Antibody-coating of cells
- Very low levels of target cells may require larger amounts of antibody, longer incubation time or higher cell concentration. In general, the concentration of antibody during coating of cells is a very important factor for good results.
- Coating temperature can be varied in the range of 0-37°C. 2-8°C is usually preferred to reduce biological activity in the cell (e.g. enzymatic cleavage or internalization of receptors) while keeping coating time as short as possible.
- Coating time can be optimized in the range of 5-30 minutes. 10 minutes is usually sufficient. Coating on ice (compared to 2–8°C) will require longer coating time (e.g. 20 minutes).
Storage and handling of conjugates
Please follow the recommendations in the DSB-X Biotin Protein Labeling Kit. When stored correctly at 4°C, the conjugate should be stable for several months.

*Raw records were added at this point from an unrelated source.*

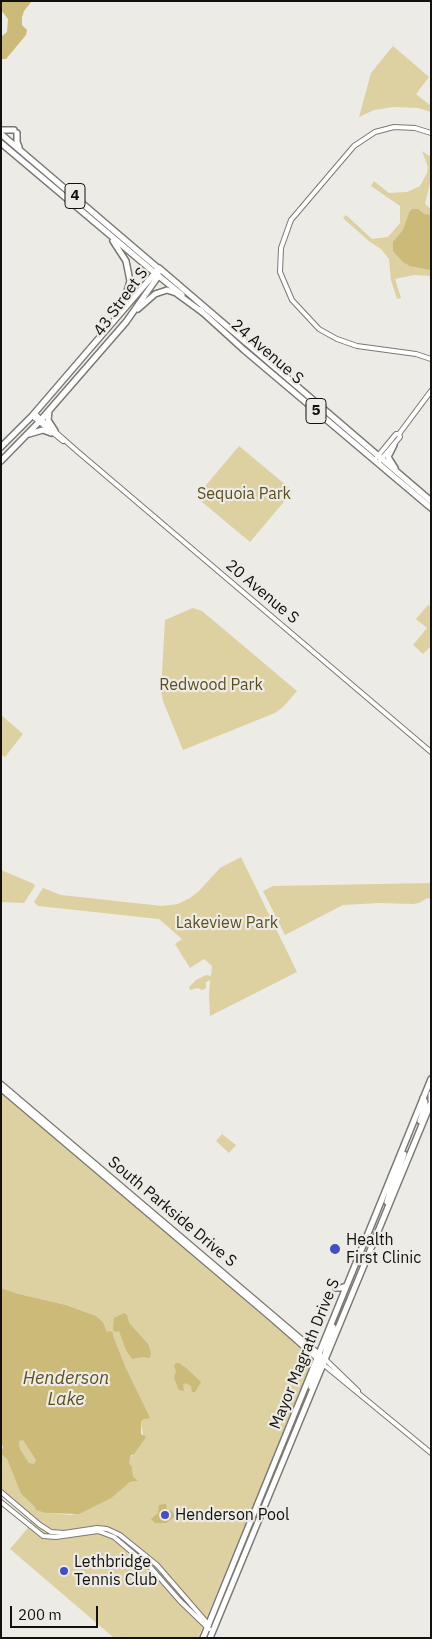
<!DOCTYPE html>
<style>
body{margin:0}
#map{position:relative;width:432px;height:1639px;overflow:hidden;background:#edebe5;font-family:"IBM Plex Sans",sans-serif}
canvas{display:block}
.frame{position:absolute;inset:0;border:2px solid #12110f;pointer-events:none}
.scale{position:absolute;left:10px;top:1606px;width:88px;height:22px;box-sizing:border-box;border:2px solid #12110f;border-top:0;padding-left:6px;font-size:15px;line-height:18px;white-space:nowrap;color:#12110f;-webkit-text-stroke:4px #edebe5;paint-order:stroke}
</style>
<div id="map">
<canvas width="432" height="1639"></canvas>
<div class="frame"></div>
<div class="scale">200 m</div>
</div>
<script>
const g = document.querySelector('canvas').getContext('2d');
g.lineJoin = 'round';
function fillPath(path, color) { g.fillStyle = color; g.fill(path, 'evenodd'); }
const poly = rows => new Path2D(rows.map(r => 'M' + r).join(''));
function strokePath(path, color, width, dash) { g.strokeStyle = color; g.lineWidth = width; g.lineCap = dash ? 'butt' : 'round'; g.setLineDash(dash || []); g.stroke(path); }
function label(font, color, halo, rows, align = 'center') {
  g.font = font + ' "IBM Plex Sans",sans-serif'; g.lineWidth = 4.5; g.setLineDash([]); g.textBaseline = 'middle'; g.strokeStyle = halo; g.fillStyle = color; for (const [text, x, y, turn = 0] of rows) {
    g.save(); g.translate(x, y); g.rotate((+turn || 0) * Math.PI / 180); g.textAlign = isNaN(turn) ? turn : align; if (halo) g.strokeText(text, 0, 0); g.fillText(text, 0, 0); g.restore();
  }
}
const green = poly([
 [393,46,429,77,416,94,431,106,431,112,418,108,393,107,374,110,359,117,371,73],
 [422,151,431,157,431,179,425,204,431,209,431,276,414,275,395,279,401,298,397,299,391,280,389,259,381,249,370,242,343,218,346,215,372,239,388,237,400,223,400,206,371,186,374,181,389,193,407,192,420,186,427,173,428,167],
 [239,446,293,491,250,542,196,497],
 [428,605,431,607,431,646,423,654,413,645,427,628,416,619],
 [193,608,202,611,297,691,283,707,275,713,183,750,163,701,161,690,165,620],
 [1,715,23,734,5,757,1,754],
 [241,857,297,972,210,1016,209,996,210,980,206,982,206,988,202,990,198,988,190,990,189,987,196,980,206,975,211,976,212,966,204,959,190,968,175,944,182,939,159,919,38,906,34,902,43,888,61,895,162,906,178,904,190,898,199,891,220,868],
 [1,870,34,884,35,886,24,903,1,902],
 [431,883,431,899,427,898,419,903,413,904,379,903,343,905,285,935,263,891,273,886],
 [1,1092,312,1357,313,1361,198,1638,114,1638,10,1549,27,1529,31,1518,1,1492,1,1454,7,1459,21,1494,36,1508,46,1513,72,1515,130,1482,138,1481,133,1476,132,1467,128,1463,143,1435,141,1422,144,1419,149,1417,109,1332,107,1332,103,1322,96,1316,66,1305,19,1294,1,1288],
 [222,1134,236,1145,229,1153,216,1141],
 [23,1439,36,1459,34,1465,29,1463,20,1449,19,1441]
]);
const water = poly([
 [1,1,32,1,24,11,22,17,22,25,27,30,26,35,6,59,1,59,1,37,7,32,8,19,1,10],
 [412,209,418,209,424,214,431,215,431,270,410,266,403,262,393,251,393,242,403,230,409,213],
 [1,1288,19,1294,66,1305,96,1316,103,1322,107,1332,110,1331,113,1333,113,1336,125,1366,150,1418,144,1419,141,1422,141,1434,146,1437,134,1454,131,1455,129,1463,132,1467,133,1476,138,1481,130,1482,111,1498,79,1514,46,1513,36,1510,35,1507,21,1494,7,1459,1,1454,3,1447,1,1443],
 [23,1440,36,1460,34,1464,29,1463,20,1449,19,1441],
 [124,1313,127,1315,129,1323,148,1344,151,1353,150,1358,142,1357,132,1359,126,1350,119,1331,115,1332,113,1330,114,1318],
 [176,1363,179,1363,186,1368,201,1382,195,1392,192,1392,191,1386,186,1383,183,1385,184,1391,179,1390,174,1378,176,1371,174,1366],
 [166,1504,167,1511,171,1510,175,1516,166,1523,155,1523,151,1519,158,1513,159,1505]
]);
const tertiary = poly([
 [431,133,415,128,394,127,375,132,354,146,291,220,281,248,280,272,292,300,319,329,337,339,357,346,416,354,431,359],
 [34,413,77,451,431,752],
 [32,416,63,441],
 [377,457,396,434,399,434],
 [378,463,400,437,399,434,431,391],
 [326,1360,358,1391],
 [324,1365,431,1453],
 [1,1492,40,1525,51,1532,64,1533,97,1528,107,1529,120,1535,157,1565,209,1625],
 [1,1502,43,1536,56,1537,98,1531,114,1537,152,1569,180,1601,209,1629]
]);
const secondary = poly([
 [1,1084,320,1355],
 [1,1089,270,1317,318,1359]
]);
const primary = poly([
 [182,295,155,273,159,268,431,501],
 [200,310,244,350,431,508],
 [394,445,388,457,395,468],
 [431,1094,431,1100],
 [420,1121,425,1106,425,1102,423,1098],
 [396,1183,395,1179,404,1154],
 [387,1202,393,1183,391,1177],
 [336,1288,341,1288,346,1286],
 [324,1357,333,1327],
 [311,1387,320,1361,319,1354],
 [203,1638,431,1079],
 [210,1638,431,1103]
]);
const trunk = poly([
 [1,130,14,130],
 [17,133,17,142,19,147],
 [1,134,159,269,157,278,126,322,39,422,1,461],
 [1,143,155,273,32,416,1,447],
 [113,241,126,261,130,281,124,302,116,315],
 [138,309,155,294,167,290,176,293,202,312],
 [49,411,48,420,55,431],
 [29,434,43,430,51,433]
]);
const markers = [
 [335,1249,6,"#454dc2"],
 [165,1515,5,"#454dc2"],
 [64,1571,5,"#454dc2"]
];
const shields = [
 [75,196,20],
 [316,411,20]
];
const shieldNames = [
 ["4",75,196],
 ["5",316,411]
];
const streetNames = [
 ["43 Street S",121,302,-54],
 ["24 Avenue S",267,352,41],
 ["20 Avenue S",262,592,40],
 ["South Parkside Drive S",172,1212,40],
 ["Mayor Magrath Drive S",305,1354,-68]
];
const parkNames = [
 ["Sequoia Park",244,494],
 ["Redwood Park",211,685],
 ["Lakeview Park",227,923]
];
const poiNames = [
 ["Health",346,1240],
 ["First Clinic",346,1258],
 ["Henderson Pool",175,1515],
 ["Lethbridge",74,1562],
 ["Tennis Club",74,1580]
];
const waterNames = [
 ["Henderson",66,1379],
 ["Lake",66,1400]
];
fillPath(green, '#ddd0a1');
fillPath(water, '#cbba78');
strokePath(tertiary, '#7b7974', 6);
strokePath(secondary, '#7b7974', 7);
strokePath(primary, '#7b7974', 8);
strokePath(trunk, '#7b7974', 8);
strokePath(tertiary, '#fff', 4);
strokePath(secondary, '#fff', 4.5);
strokePath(primary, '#fff', 5);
strokePath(trunk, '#fff', 5);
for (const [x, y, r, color] of markers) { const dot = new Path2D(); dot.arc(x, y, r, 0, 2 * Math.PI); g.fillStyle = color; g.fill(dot); strokePath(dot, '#edebe5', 2); }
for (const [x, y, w] of shields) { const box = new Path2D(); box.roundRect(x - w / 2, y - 12.5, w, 25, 4); g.fillStyle = '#edebe5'; g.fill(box); strokePath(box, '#12110f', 1); }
label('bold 15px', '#12110f', null, shieldNames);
label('16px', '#12110f', '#edebe5', streetNames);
label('16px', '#5c4f1e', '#edebe5', parkNames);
label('16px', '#12110f', '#edebe5', poiNames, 'left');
label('italic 18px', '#5e5120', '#edebe5', waterNames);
</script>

Cell isolation and release
- Cell isolation time can be optimized in the range of 5-30 minutes. 10-20 minutes is usually sufficient for optimal recovery.
- If the target cell concentration exceeds 50% of the total cells, reduce the cell concentration accordingly. Alternatively, increase the amount of beads above 75 μl/ml of cell sample. For isolation of rare cells (e.g. stem cells from BM or leukophoresis) the cell concentration should be increased up to 1 × 108 cells/ml.
- The temperature applied for cell isolation and release may affect the efficacy of the system. Cell isolation and release can be performed in the range of 0-37°C. For isolation of phagocytic cells (i.e. monocytes or macrophages), keep the temperature low to avoid phagocytic activity.
- The release time can be optimized in the range of 2–20 minutes. 2–10 minutes is usually sufficient. Another release step can also be added if necessary.
- Increase the number of washing steps if necessary.
For Research Use Only. Not for use in diagnostic procedures.